Bus Rapid Transit di Bandar Lampung, Riwayatmu Kini

Bus Rapid Transit (BRT) di Bandar Lampung seolah "menghilang" dari jalan-jalan protokol.

Editor: Yoso Muliawan
Tribun Lampung/Eka Ahmad Sholichin
Bus Rapid Transit rute Rajabasa-Panjang melintasi Jalan Soekarno-Hatta, Bandar Lampung, Jumat (31/8/2018). 

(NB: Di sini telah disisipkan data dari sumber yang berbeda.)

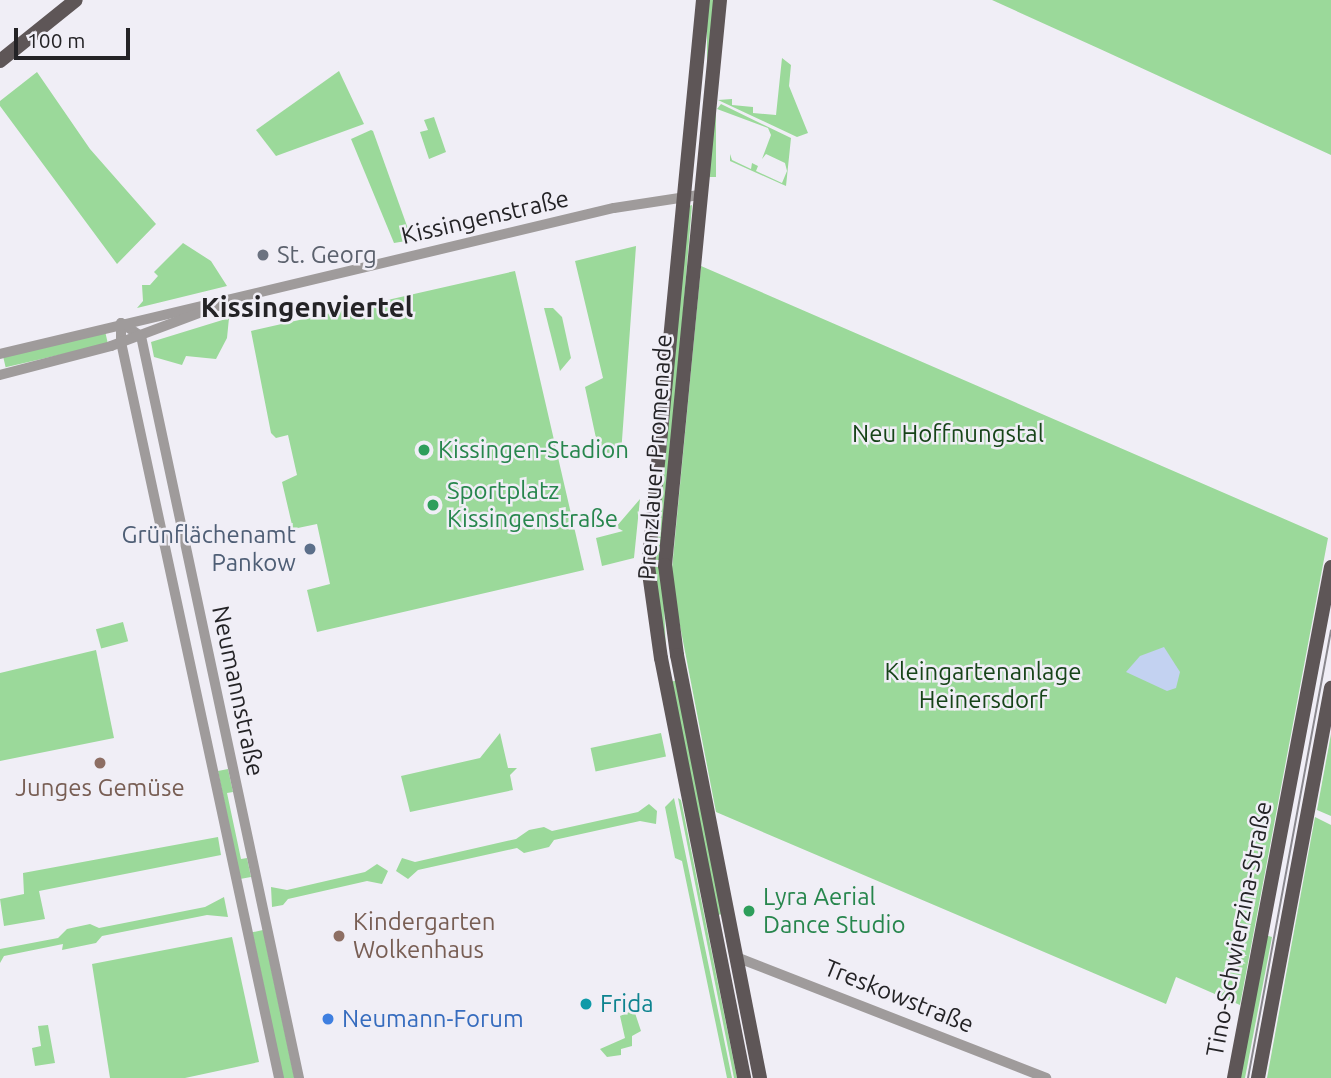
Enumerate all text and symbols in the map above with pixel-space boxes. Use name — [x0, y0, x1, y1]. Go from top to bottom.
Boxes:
scale bar — [18, 14, 133, 58]
text: 100 m — [27, 28, 85, 52]
street label: Kissingenstraße — [398, 184, 572, 250]
place label: St. Georg — [277, 241, 377, 269]
marker: St. Georg — [255, 247, 271, 263]
district label: Kissingenviertel — [201, 290, 413, 324]
street label: Prenzlauer Promenade — [632, 333, 678, 581]
park label: Neu Hoffnungstal — [852, 420, 1044, 448]
place label: Kissingen-Stadion — [438, 436, 629, 464]
marker: Kissingen-Stadion — [416, 442, 432, 458]
place label: Sportplatz Kissingenstraße — [447, 477, 618, 533]
marker: Sportplatz Kissingenstraße — [425, 497, 441, 513]
place label: Grünflächenamt Pankow — [121, 521, 296, 577]
marker: Grünflächenamt Pankow — [302, 541, 318, 557]
street label: Neumannstraße — [206, 603, 270, 779]
park label: Kleingartenanlage Heinersdorf — [884, 658, 1082, 714]
marker: Junges Gemüse — [92, 755, 108, 771]
place label: Junges Gemüse — [15, 774, 185, 802]
street label: Tino-Schwierzina-Straße — [1200, 799, 1278, 1059]
place label: Lyra Aerial Dance Studio — [763, 883, 905, 939]
marker: Lyra Aerial Dance Studio — [741, 903, 757, 919]
place label: Kindergarten Wolkenhaus — [353, 908, 496, 964]
marker: Kindergarten Wolkenhaus — [331, 928, 347, 944]
street label: Treskowstraße — [820, 953, 978, 1039]
place label: Frida — [600, 990, 654, 1018]
marker: Frida — [578, 996, 594, 1012]
place label: Neumann-Forum — [342, 1005, 524, 1033]
marker: Neumann-Forum — [320, 1011, 336, 1027]

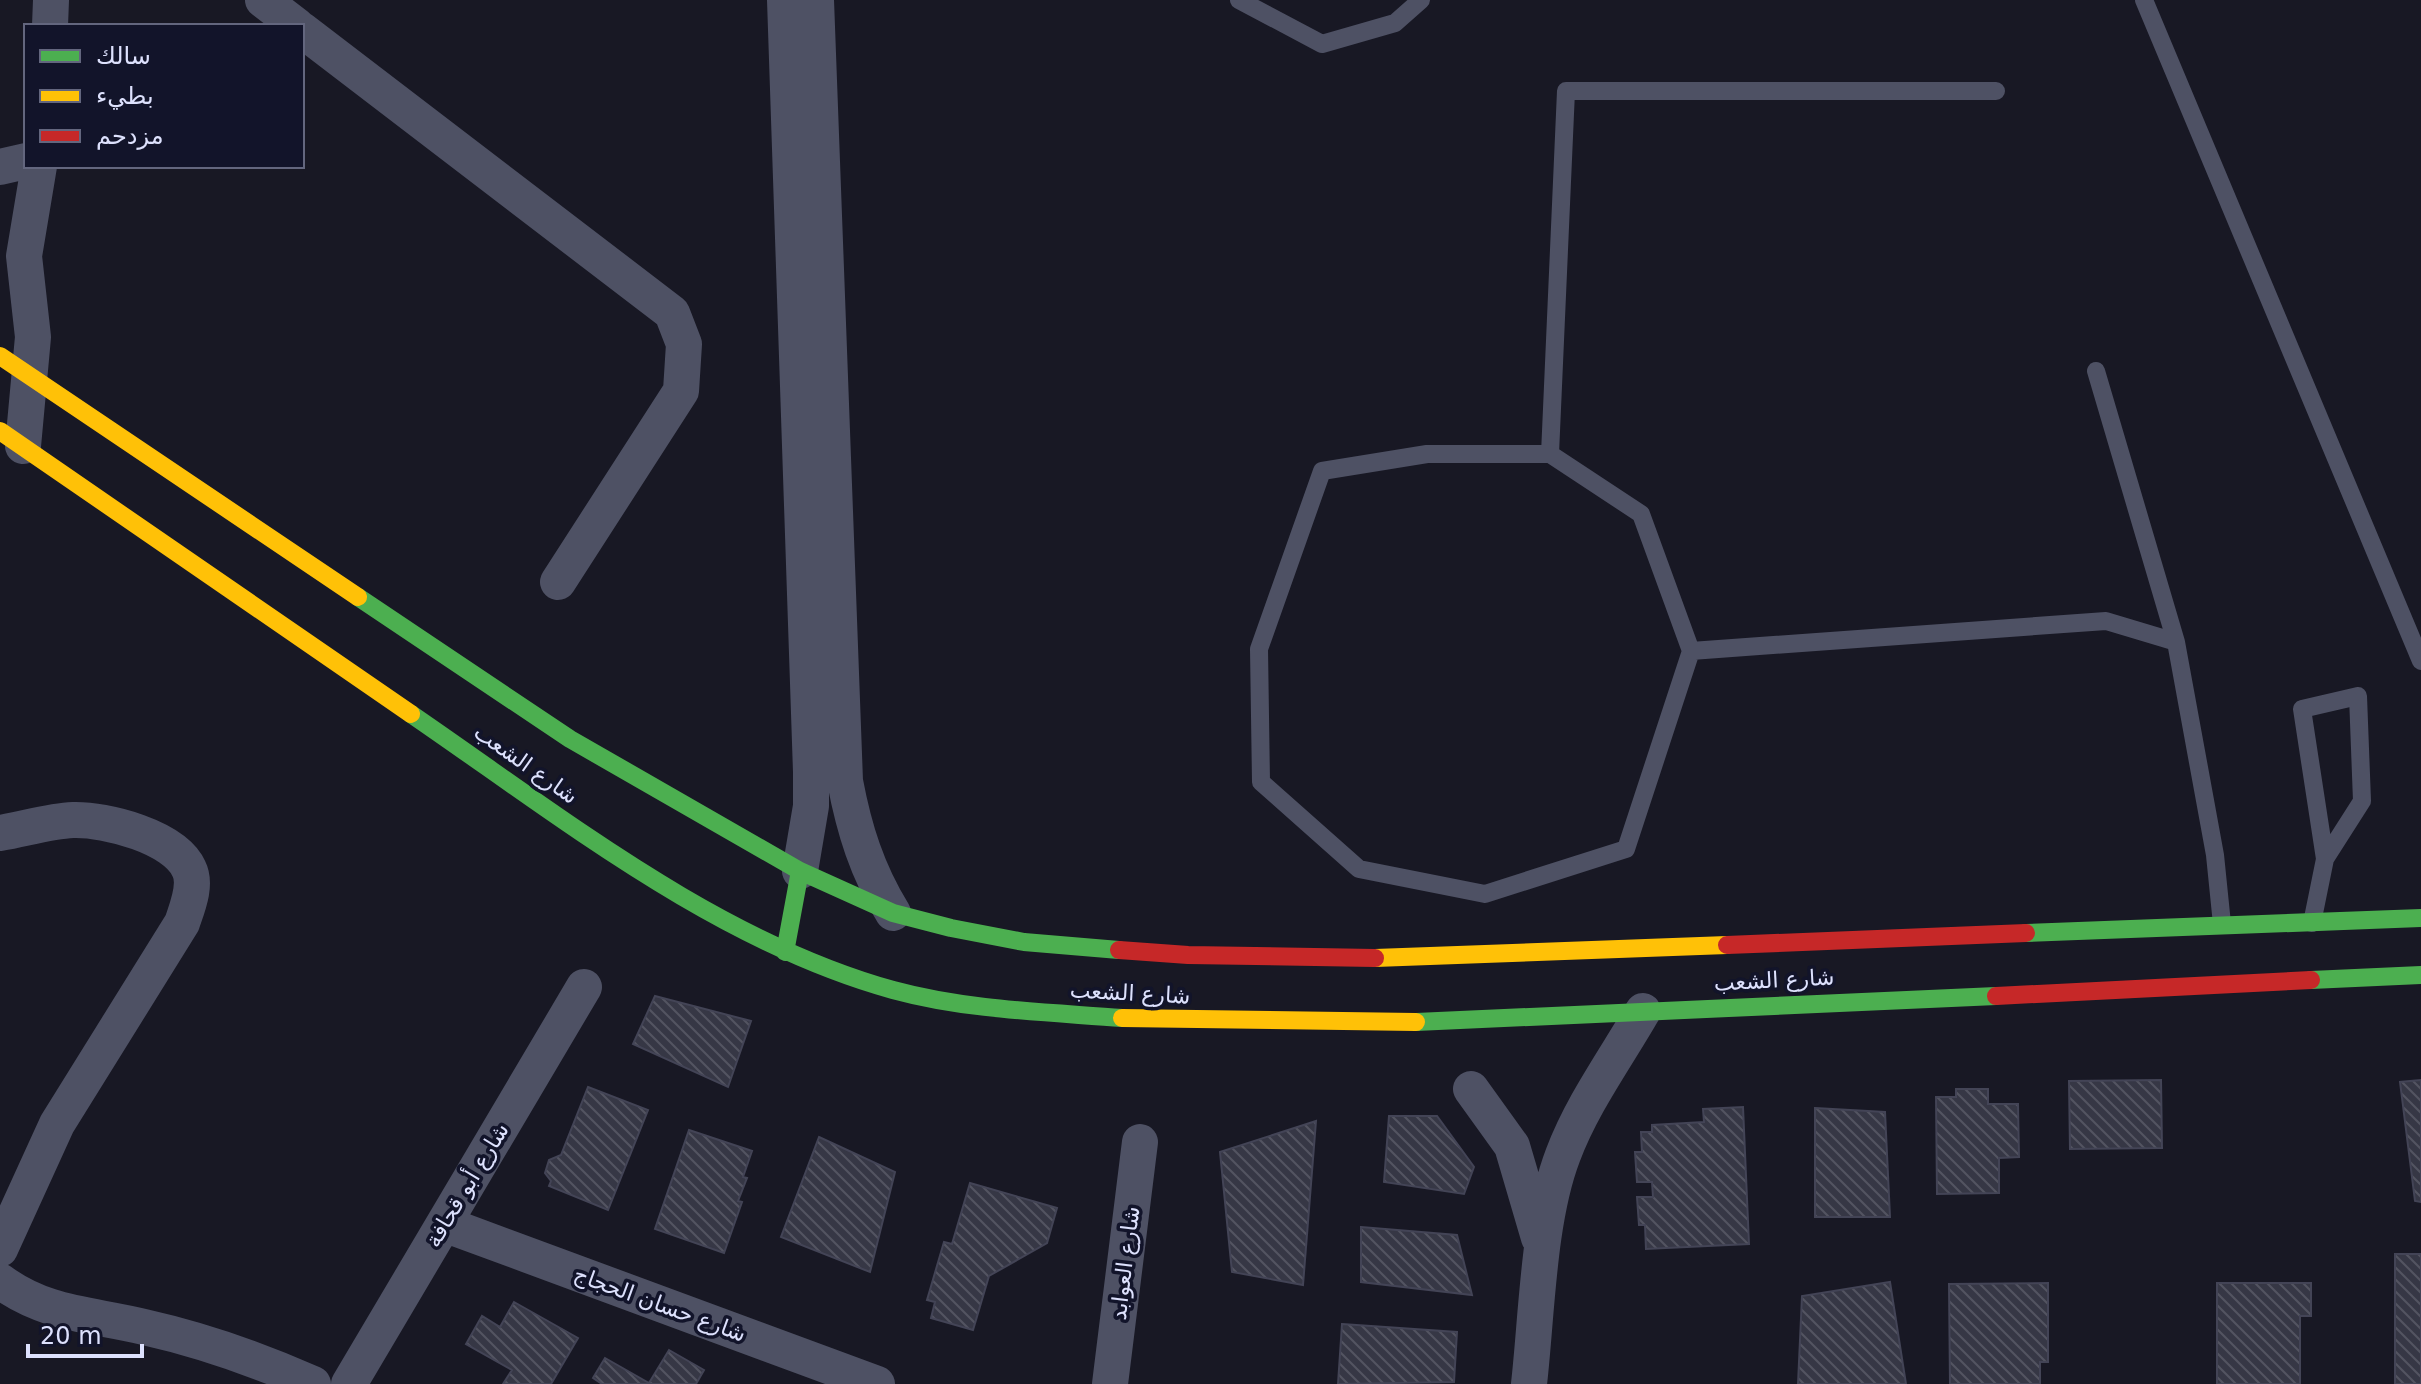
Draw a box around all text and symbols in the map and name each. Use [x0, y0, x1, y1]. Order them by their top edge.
legend [24, 24, 304, 168]
text: سالك [96, 42, 151, 70]
text: بطيء [96, 82, 154, 110]
text: مزدحم [96, 122, 164, 150]
street label: شارع الشعب [469, 719, 583, 809]
street label: شارع الشعب [1713, 964, 1835, 996]
street label: شارع الشعب [1069, 977, 1191, 1009]
street label: شارع أبو قحافة [418, 1117, 514, 1252]
street label: شارع العوابد [1106, 1205, 1144, 1321]
street label: شارع حسان الحجاج [570, 1261, 749, 1348]
scale bar [28, 1308, 142, 1358]
text: 20 m [40, 1322, 102, 1350]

LAPORAN REPORTER TRIBUN EKA AHMAD SHOLICHIN DAN BAYU SAPUTRA

TRIBUNLAMPUNG.CO.ID, BANDAR LAMPUNG - Apa kabar Bus Rapid Transit (BRT) di Bandar Lampung? Pertanyaan ini muncul setelah moda transportasi massal itu seolah "menghilang" dari jalan-jalan protokol di Kota Tapis Berseri.

Pantauan Tribun Lampung, Jumat (31/8/2018), tak ada lagi BRT yang beroperasi di rute Rajabasa-Tanjungkarang-Sukaraja, Telukbetung. Begitu pula di rute Kemiling-Sukaraja dan Ir Sutami-Tanjungkarang.

Direktur Utama BRT Trans Bandar Lampung I Gede Jelantik mengakui operasional BRT telah menurun drastis. Dari total sekitar 7 rute, ungkap dia, armada BRT yang beroperasi kini tinggal di 2 rute. Satu di antaranya adalah rute Rajabasa-Panjang.

"Ya sekarang ini, BRT yang beroperasi hanya untuk rute Rajabasa-Panjang sebanyak 60 armada," kata Gede, Jumat (31/8/2018). "Itu pun Sabtu dan Minggu kami kurangi operasionalnya, karena anak sekolah dan pegawai libur. Sementara Senin-Jumat full pagi sampai sore," sambungnya.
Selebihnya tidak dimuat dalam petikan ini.